La vicenda del piccolo Charlie Gard ha occupato per giorni le pagine dei quotidiani e alimentato un lungo dibattito sui social network: chi è padrone di una vita, tanto più se essa sta per spegnersi quando ancora non s’è affacciata a un’esistenza sensibile? Quando si può parlare di tramonto naturale, come chiedono i credenti, entro il quale va difesa e rispettata?
Se proviamo a ripercorrere quell’angosciante odissea, straziante per i genitori, è per sottolineare la complessità di un caso che merita una riflessione ben più ampia e che non può certo ridursi al distacco di una spina.

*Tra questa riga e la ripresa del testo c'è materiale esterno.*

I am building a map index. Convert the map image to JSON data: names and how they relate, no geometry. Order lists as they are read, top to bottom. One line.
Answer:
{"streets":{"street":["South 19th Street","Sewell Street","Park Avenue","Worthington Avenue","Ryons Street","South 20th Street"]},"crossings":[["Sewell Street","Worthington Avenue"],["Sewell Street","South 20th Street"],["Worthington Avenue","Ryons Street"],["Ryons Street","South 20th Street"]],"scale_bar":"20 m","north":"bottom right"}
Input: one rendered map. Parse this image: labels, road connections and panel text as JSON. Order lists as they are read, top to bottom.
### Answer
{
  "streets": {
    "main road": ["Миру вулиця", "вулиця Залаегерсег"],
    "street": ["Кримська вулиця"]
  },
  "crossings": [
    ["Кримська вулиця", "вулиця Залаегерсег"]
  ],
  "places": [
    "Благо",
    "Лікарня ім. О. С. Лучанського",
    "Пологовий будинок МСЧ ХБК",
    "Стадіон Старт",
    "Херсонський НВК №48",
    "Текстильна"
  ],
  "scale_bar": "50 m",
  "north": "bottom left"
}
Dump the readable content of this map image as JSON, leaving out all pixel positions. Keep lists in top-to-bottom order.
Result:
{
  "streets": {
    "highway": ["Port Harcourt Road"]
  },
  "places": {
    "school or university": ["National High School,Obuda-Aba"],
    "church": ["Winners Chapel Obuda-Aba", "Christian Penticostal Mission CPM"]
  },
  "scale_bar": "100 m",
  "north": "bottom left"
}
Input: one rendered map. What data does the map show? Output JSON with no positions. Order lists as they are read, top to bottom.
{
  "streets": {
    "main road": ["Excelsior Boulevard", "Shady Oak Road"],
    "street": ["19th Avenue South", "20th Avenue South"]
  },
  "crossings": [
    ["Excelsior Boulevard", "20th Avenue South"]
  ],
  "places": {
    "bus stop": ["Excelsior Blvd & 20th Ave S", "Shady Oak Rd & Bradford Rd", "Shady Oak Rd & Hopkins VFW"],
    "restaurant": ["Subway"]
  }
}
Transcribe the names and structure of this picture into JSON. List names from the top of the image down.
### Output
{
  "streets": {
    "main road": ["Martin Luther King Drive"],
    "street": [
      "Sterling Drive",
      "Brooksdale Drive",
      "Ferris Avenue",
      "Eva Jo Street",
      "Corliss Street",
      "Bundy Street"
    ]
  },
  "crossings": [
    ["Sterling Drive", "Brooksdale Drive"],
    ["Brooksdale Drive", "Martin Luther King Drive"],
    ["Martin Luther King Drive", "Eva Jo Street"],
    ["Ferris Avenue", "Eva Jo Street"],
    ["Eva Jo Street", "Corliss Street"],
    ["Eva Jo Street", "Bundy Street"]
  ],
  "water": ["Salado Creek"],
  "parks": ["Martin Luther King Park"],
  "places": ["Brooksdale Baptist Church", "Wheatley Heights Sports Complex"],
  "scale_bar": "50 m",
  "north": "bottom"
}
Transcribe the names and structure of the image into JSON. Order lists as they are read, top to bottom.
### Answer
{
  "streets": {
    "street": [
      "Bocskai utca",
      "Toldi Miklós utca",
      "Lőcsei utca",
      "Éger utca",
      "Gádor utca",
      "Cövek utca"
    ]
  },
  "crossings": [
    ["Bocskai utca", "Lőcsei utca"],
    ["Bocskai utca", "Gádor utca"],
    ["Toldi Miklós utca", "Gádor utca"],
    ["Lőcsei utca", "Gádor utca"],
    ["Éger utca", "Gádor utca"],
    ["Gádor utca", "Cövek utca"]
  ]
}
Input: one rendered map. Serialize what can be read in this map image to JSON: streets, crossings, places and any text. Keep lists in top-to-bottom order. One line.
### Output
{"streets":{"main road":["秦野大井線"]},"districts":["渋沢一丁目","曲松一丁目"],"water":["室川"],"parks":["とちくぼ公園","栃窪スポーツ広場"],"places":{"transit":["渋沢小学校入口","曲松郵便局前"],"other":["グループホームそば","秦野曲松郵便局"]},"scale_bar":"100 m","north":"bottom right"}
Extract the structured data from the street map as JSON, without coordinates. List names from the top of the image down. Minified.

Charlie Gard, nasce il 4 agosto dello scorso anno e dopo un mese si scopre che è affetto da una rara malattia genetica che al momento non ha possibilità di cura. Un’encefalopatia lo costringe a vivere con un respiratore meccanico e in stato letargico. Ai primi di luglio il Great Ormond Hospital, dove il neonato è ricoverato, decide di porre fine alla terapia, contro il volere dei genitori. La coppia ricorre ai tribunali inglesi e poi alla Corte dei diritti dell’uomo, che confermano la necessità di staccare la spina. I medici sono autorizzati a procedere. Dall’Italia l’ospedale del Bambin Gesù fa sapere di aver messo a punto un trattamento sperimentale e un protocollo applicabile ovunque. Lo scienziato Robert Winston definisce l’offerta una crudele interferenza. Non ci sono risultanze sperimentali che possano offrire supporto. Tuttavia il 10 luglio il giudice dell’Alta Corte accetta di considerare nuove prove. Il 17 luglio Michio Hirano, neurologo di New York, che si era offerto di curare Charlie, discute il caso con i colleghi. I nuovi esami confermano le pessime notizie precedenti. I genitori alla fine si arrendono con queste parole: “Tempo scaduto e troppo tempo perduto, stacchiamo la spina”. La battaglia legale si conclude qui, non le polemiche.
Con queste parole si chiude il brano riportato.